To unpack: No matter how you design your dungeon, certain areas will be the 'grass crossings' on a college campus. Players will just find themselves traversing that area due to it being the shortest route to where they want to go. It's also where you're most likely to meet random traffic, which the hazard die roll will certainly provide. Because the terrain is already explored, they've already poked and prodded with their 10' poles, they can traverse it at somewhat normal speed, 10 times their normal movement. So whereas an unencumbered party could explore 120' in a turn, now they can move 1,200' in that same turn.
Rolling one encounter for every 600'-900' (really 60-90 squares) encourages finding shortcuts and handles getting to and back from play at the start and end of each session. No party is moving around unencumbered.
That's most of it. We've got the other situations.

Quests

Quests are how I logistically handle restocking the dungeon. I have never in my life ever sat down and rolled to restock rooms. I don't think I have it in me.
Every area in the dungeon has. . .things. Resources. If an area's been explored, and I'm looking to "restock it", it initially happens with a quest. I have a selection of Non-Player characters in town, with their own storylines within Numenhalla, who provide quests. Preparation for a session usually involves designing one new quest a week (to replace the last one they took). Each dungeon section has a pre-built set of rumors and possible quests I use to help me.
Let's look at some of resources in the crypts. The Altar of Hierax can grant a long rest, The Anamneopolis allows speaking with the recently deceased. In the upper crypts, there is a pool along with a skull wall that whispers secrets. That's really what I'm talking about: What's still got juice in it after the players have extracted the treasure?
Then the restocking happens when you insert an antagonist for the quest. Note that this doesn't have to be a monster or new encounter. Perhaps some tunnels have collapsed, the resources is corrupted somehow or destroyed. The fact that the quest takes them somewhere they have been and the new obstacle/opponent exists makes the dungeon seem like a living place.
So preparation boils down to rolling on a combined quest table and inserting whatever idea is cool for an antagonist. I can manage one cool idea a week.

Setting up shop

This is the other problem. The players will meticulously map out an area and say, "Why don't we establish a beachhead here?"
The mega-dungeon represents the unknown dark into which we venture—the literal mythic underdark. You can't move into the mythical underdark!
Part of the greatest challenge of running a megadungeon is to keep the impression of it as a threatening unsafe place as the players grow in power, without robbing them of feeling empowered. We have many tools we can use to do this, cutting experience to the bone to slow player advancement, creating a threatening environment that kills players to remove experience gained from the players and more subtle methods such as scaling encounters based on party size and insuring that both overwhelmingly weak and overwhelming strong opponents are encountered.
But most importantly, Numenhalla is a time-locked dungeon. You can only enter it once a week, meaning moving in means surviving for a week. Can they? Even if I approached the problem as a neutral arbiter, I would consider it unlikely. There are worse things then I have listed on my encounter table.
But I'm not a neutral arbiter. I'm representing the chaotic unknown depths, the mystical underworld. As such, chaos abhors order and will react to attempts at colonization aggressively.

On the Crypt Contents

I'm not exactly angry about this, but more like I don't understand it.

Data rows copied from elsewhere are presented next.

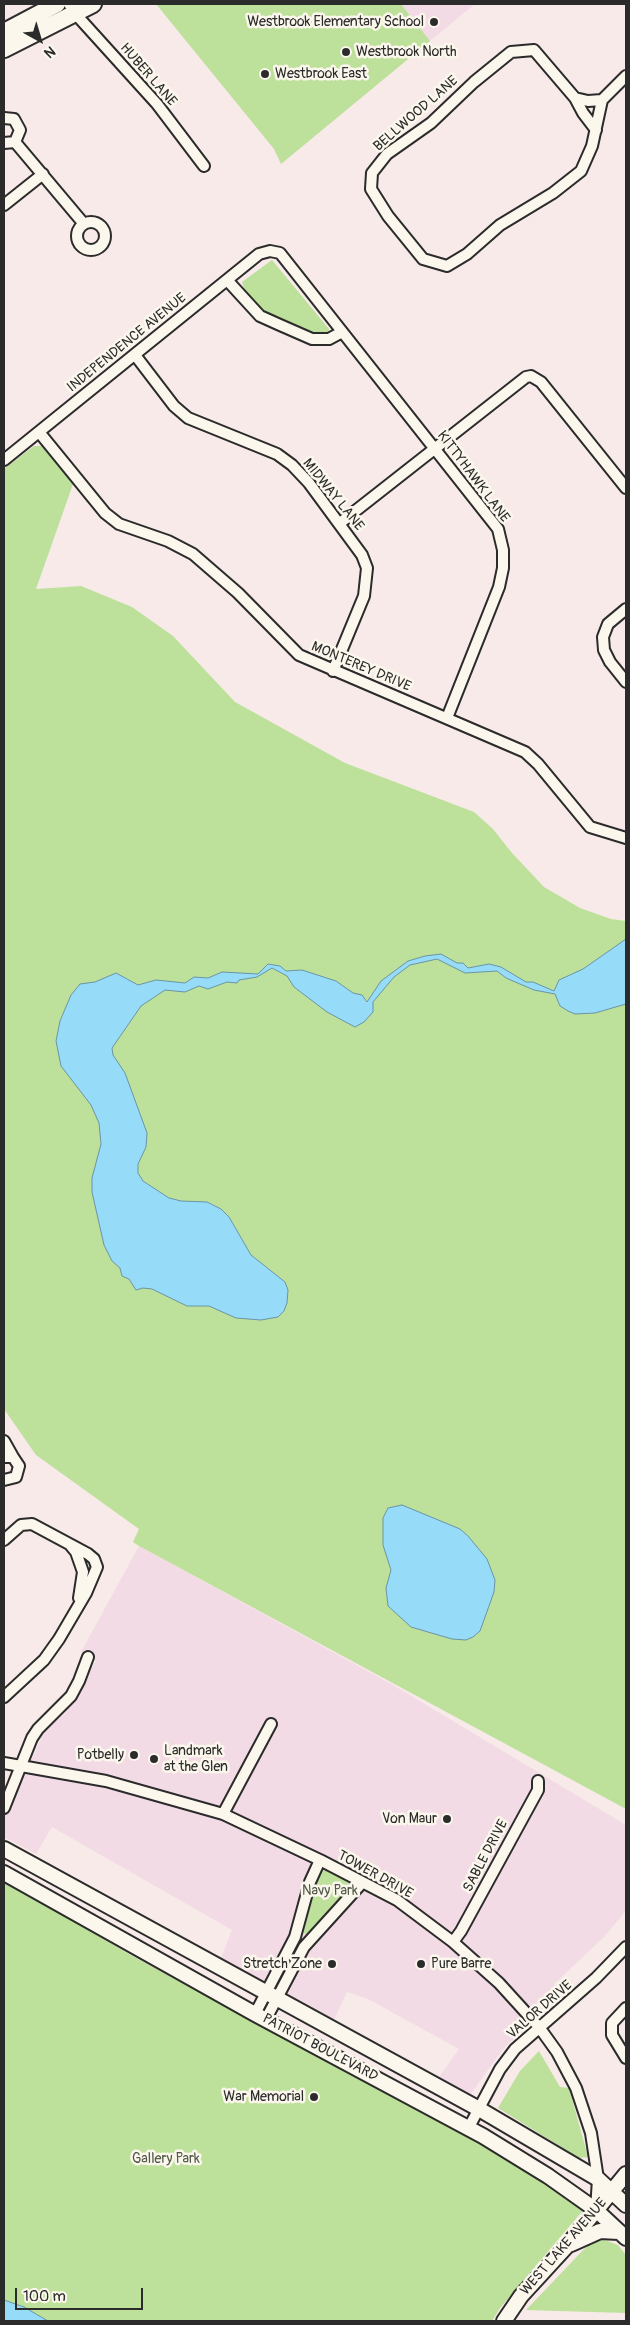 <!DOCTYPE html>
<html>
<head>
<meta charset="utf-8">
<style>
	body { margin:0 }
	#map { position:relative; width:630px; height:2325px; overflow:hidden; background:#f7eae9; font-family:Pangolin,sans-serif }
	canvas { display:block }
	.frame { position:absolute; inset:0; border:5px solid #2b2b2b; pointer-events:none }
	.north { position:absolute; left:15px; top:15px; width:50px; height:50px; -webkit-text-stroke:4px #fbf7ec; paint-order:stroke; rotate:141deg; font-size:14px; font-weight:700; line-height:20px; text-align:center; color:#2b2b2b }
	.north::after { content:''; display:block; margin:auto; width:18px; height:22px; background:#2b2b2b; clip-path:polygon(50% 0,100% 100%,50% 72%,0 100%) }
	.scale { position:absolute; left:15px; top:2288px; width:128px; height:22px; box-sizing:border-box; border:2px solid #2b2b2b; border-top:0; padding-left:6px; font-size:15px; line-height:18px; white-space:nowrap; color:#2b2b2b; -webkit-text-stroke:4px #fbf7ec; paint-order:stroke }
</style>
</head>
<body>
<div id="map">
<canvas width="630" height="2325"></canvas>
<div class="frame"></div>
<div class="north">N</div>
<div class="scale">100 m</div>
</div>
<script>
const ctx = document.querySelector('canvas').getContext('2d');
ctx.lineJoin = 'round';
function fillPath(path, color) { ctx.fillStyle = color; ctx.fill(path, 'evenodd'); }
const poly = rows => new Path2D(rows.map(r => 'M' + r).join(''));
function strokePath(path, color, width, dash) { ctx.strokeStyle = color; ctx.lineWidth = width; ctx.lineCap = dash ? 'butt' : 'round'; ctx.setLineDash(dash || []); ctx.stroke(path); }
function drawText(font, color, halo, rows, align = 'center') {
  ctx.font = font + ' Pangolin,sans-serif'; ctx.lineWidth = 5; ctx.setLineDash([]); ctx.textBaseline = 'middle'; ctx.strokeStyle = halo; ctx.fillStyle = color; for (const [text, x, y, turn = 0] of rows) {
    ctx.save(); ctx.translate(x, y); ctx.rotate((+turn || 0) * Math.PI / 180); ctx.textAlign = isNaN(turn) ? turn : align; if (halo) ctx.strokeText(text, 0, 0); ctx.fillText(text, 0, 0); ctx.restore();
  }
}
const built = poly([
	[401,4,475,4,430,41],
	[139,1546,393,1685,626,1825,626,1911,604,1937,554,1984,561,1993,503,2049,470,2095,437,2080,459,2049,368,1999,347,1992,334,2020,219,1963,232,1930,52,1827,36,1854,4,1837,4,1819,45,1730,65,1714,96,1661,81,1652]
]);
const green = poly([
	[156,4,401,4,430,41,281,164,274,149],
	[272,260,329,329,327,337,320,337,280,322,261,311,245,292,242,282],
	[34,446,42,446,73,484,36,589,81,586,132,607,173,636,235,702,345,763,474,812,493,829,512,853,544,887,580,908,611,919,626,921,626,1809,139,1546,133,1542,139,1529,36,1455,4,1409,4,469],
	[326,1869,330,1869,353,1887,309,1936,304,1933,304,1931,316,1879,319,1873],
	[4,1881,129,1954,544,2179,585,2208,500,2308,492,2321,4,2321],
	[539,2051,560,2087,569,2088,588,2157,579,2158,498,2108,520,2071],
	[602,2239,618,2245,626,2255,626,2313,526,2310,587,2246]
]);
const water = poly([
	[626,939,626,1004,595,1013,575,1014,568,1011,560,1006,555,994,534,990,506,978,497,971,465,973,437,959,410,965,394,977,373,1002,373,1012,364,1022,355,1027,327,1012,294,987,287,976,272,968,257,977,239,980,237,983,227,982,208,989,199,986,185,992,165,990,141,1006,112,1048,113,1055,125,1073,147,1133,146,1147,138,1164,138,1173,143,1181,169,1198,181,1201,207,1202,221,1209,229,1217,251,1255,285,1282,288,1290,287,1303,284,1311,278,1317,261,1320,236,1318,209,1306,187,1306,152,1289,143,1288,136,1290,129,1279,122,1276,120,1268,112,1261,104,1245,92,1192,92,1178,101,1144,99,1123,91,1105,61,1066,56,1041,60,1021,71,995,80,984,95,982,116,973,138,985,156,980,185,983,194,977,208,978,222,972,258,974,268,964,280,966,286,971,302,970,336,981,353,993,362,995,367,1002,381,981,408,961,425,956,441,954,457,963,463,963,468,968,489,964,501,967,526,982,533,982,554,991,559,980,583,969,626,939],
	[402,1505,460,1529,468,1536,487,1559,495,1580,494,1592,480,1631,473,1637,466,1640,452,1639,411,1627,388,1606,386,1588,391,1570,383,1545,383,1518,388,1508,402,1505],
	[4,2300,24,2307,48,2321,4,2321,4,2300]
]);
const street = poly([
	[69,4,81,20,157,104,204,166],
	[534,50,575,98,588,101,602,100,592,146,581,171,553,193,500,225,467,254,447,266,423,259,388,216,371,189,372,173,387,154,431,123,474,82,511,52,534,50],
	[575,98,583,113,596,130],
	[602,100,626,76],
	[4,118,14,119,20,130,15,142,4,143],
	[15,142,84,224],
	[4,205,43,174],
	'77 236a14 14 0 1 1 28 0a14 14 0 1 1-28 0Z',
	[227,280,260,316,280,325,312,339,329,339,342,332],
	[135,355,174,406,188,418,277,454,292,465,309,483,362,555,367,568,364,596,333,671],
	[39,432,105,513,119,524,168,541,193,554,238,593,299,655,525,752,538,764,590,827,626,838],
	[4,460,259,254,270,251,280,253,498,529,503,550,503,568,499,587,447,718],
	[340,523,526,377,531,376,541,382,626,488],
	[626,609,608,624,603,637,604,650,610,662,626,682],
	[4,1441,13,1457],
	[4,1457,13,1457,19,1466,16,1477,4,1480],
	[4,1540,21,1525,32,1524,88,1554,94,1559,97,1567,86,1593,59,1639,44,1660,4,1697],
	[71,1546,76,1552,83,1572,79,1598],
	[4,1763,106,1781,223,1814,320,1860,397,1900,453,1942,499,1983,539,2027,557,2052,576,2088,591,2133,598,2179,596,2210],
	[4,1808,32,1738,38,1729,71,1696,79,1681,88,1657],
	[223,1814,271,1724],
	[453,1942,461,1931,538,1790,538,1781],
	[626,2008,612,2023,612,2035,626,2058],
	[255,2014,295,1937,310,1882,320,1860],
	[266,2019,304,1947,362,1883],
	[468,2129,500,2069,515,2049,596,1978,626,1947]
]);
const secondary = poly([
	[4,1849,479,2109,598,2179,626,2205],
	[4,1873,255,2014,483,2136,548,2176,596,2210,626,2238],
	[571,2244,600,2231,619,2232],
	[504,2321,521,2296,566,2247,626,2174]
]);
const primary = poly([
	[4,32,57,4],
	[4,49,93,4]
]);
const markers = [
	[434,22,5,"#2b2b2b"],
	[346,52,5,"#2b2b2b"],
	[265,74,5,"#2b2b2b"],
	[134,1755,5,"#2b2b2b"],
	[154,1759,5,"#2b2b2b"],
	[447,1819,5,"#2b2b2b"],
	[332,1964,5,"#2b2b2b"],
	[421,1964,5,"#2b2b2b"],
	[314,2097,5,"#2b2b2b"]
];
const poiNames = [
	["Westbrook Elementary School",424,22],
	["Westbrook North",356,52,"left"],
	["Westbrook East",275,74,"left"],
	["Landmark",164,1751,"left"],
	["at the Glen",164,1767,"left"],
	["Potbelly",124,1755],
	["Von Maur",437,1819],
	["Stretch Zone",322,1964],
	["Pure Barre",431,1964,"left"],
	["War Memorial",304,2097]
];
const streetNames = [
	["HUBER LANE",148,75,49],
	["BELLWOOD LANE",416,114,-41],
	["INDEPENDENCE AVENUE",127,343,-39],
	["KITTYHAWK LANE",473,477,53],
	["MIDWAY LANE",333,495,51],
	["MONTEREY DRIVE",361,667,23],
	["SABLE DRIVE",486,1856,-62],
	["TOWER DRIVE",375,1875,29],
	["VALOR DRIVE",540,2010,-41],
	["PATRIOT BOULEVARD",320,2048,28],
	["WEST LAKE AVENUE",564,2247,-49]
];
const parkNames = [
	["Navy Park",330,1891],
	["Gallery Park",166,2159]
];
fillPath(built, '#f2dbe5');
fillPath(green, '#bde09a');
fillPath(water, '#96dcf8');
strokePath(water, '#6b95a6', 1);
strokePath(street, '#2b2b2b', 14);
strokePath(secondary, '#2b2b2b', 18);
strokePath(primary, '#2b2b2b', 20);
strokePath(street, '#fbf7ec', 10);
strokePath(secondary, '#fbf7ec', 14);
strokePath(primary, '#fbf7ec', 16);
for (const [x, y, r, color] of markers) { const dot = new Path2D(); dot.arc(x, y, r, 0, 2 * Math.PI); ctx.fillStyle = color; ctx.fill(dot); strokePath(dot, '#fbf7ec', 2); }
drawText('14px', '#2b2b2b', '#fbf7ec', poiNames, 'right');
drawText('14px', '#2b2b2b', '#fbf7ec', streetNames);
drawText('14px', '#505847', '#fbf7ec', parkNames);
</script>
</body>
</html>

There's a crypt. Inside there are lots of coffins and places where they put dead people, and valuables. Characters soon realize that robbing graves while they are down here doesn't hurt the dead any. So you either create specific treasure or a sort of randomized set of options.

We are all together on this point so far, yeah? But then you look at the actual contents and it's dull shit! Like, the precious moments of my life are slipping away, and I'm rolling on some crappy table full of uninteresting crap with my friends out of. . . what? Obligation to find a rotten string?

Well, it's complicated.

First, it's effectively a slot machine. Players pull the lever, possibly roll the hazard/encounter die, and then get the contents. It clearly is less exciting if it only returns danger or treasure. You want the uncertainty and excitement.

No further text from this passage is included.